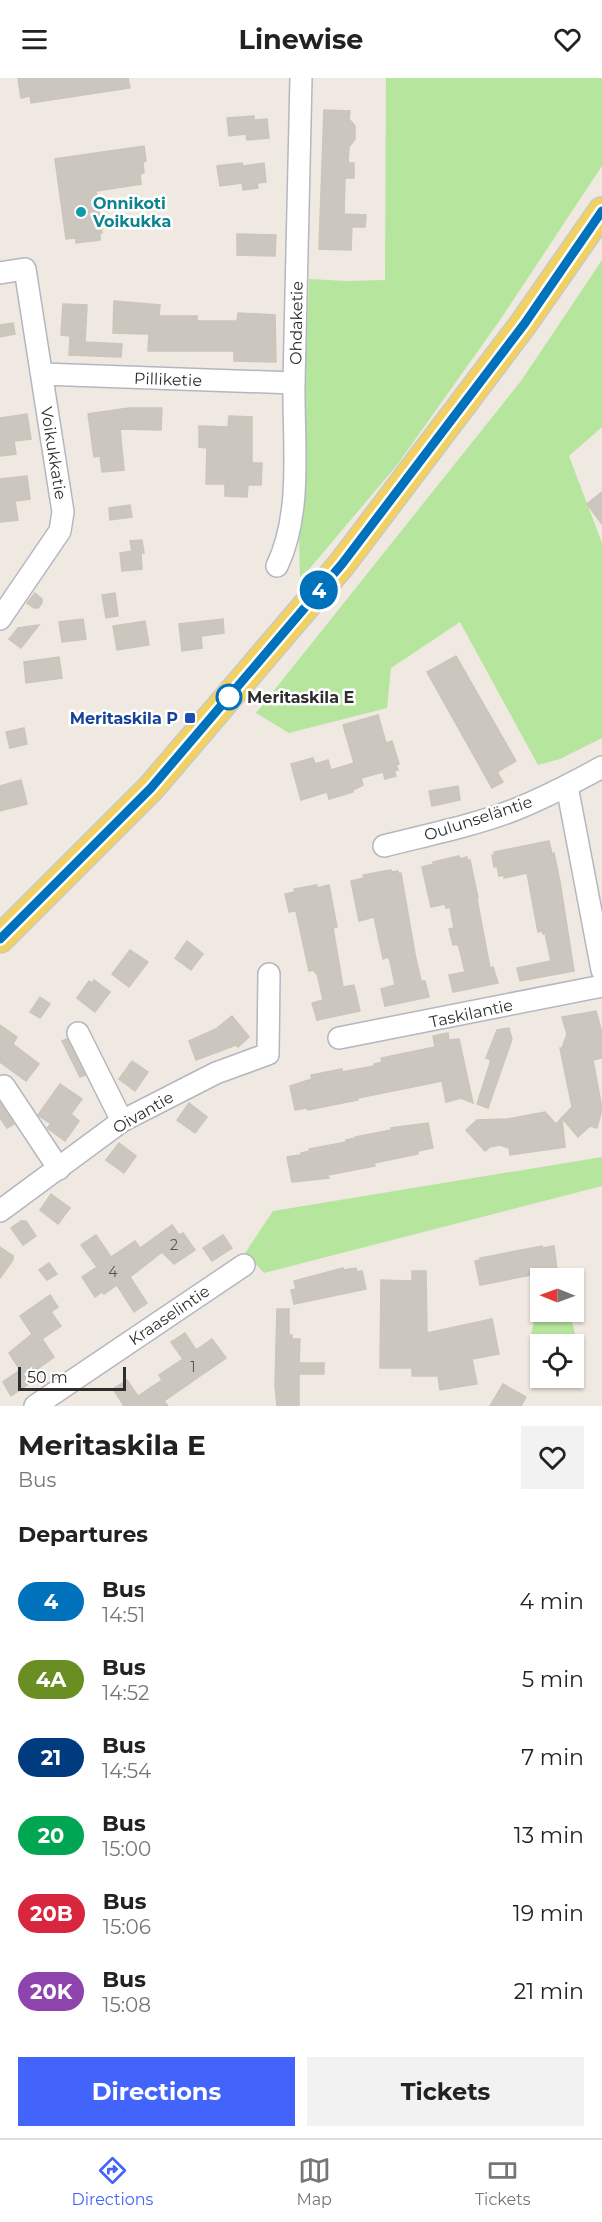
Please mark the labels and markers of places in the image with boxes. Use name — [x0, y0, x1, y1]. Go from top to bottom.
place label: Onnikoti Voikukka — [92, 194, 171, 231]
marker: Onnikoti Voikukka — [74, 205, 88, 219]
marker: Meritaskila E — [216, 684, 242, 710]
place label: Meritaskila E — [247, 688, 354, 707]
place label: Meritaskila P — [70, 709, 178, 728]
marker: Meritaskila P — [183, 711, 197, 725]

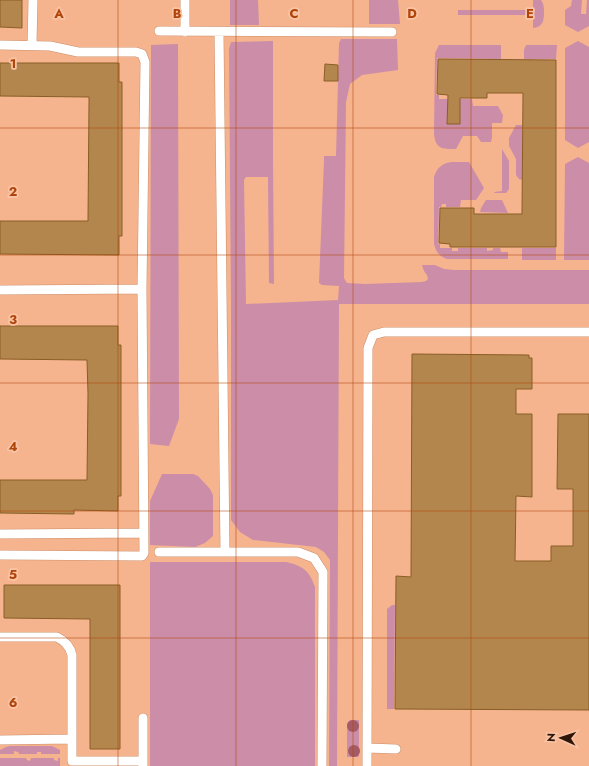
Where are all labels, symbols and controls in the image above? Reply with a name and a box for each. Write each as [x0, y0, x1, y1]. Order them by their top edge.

-------

DIRECTIONS FOR THIS TASK: Reprint the listing above exactly, without images.

RESPONSE BOX:
Please mark the labels and markers of places in the image with boxes. Use name — [x0, y0, x1, y1]. Go from top to bottom.
place label: Onnikoti Voikukka — [92, 194, 171, 231]
marker: Onnikoti Voikukka — [74, 205, 88, 219]
marker: Meritaskila E — [216, 684, 242, 710]
place label: Meritaskila E — [247, 688, 354, 707]
place label: Meritaskila P — [70, 709, 178, 728]
marker: Meritaskila P — [183, 711, 197, 725]

Where are all labels, symbols and controls in the image above? Reply with a name and a box for each. Write each as [x0, y0, x1, y1]. Order them by their top edge.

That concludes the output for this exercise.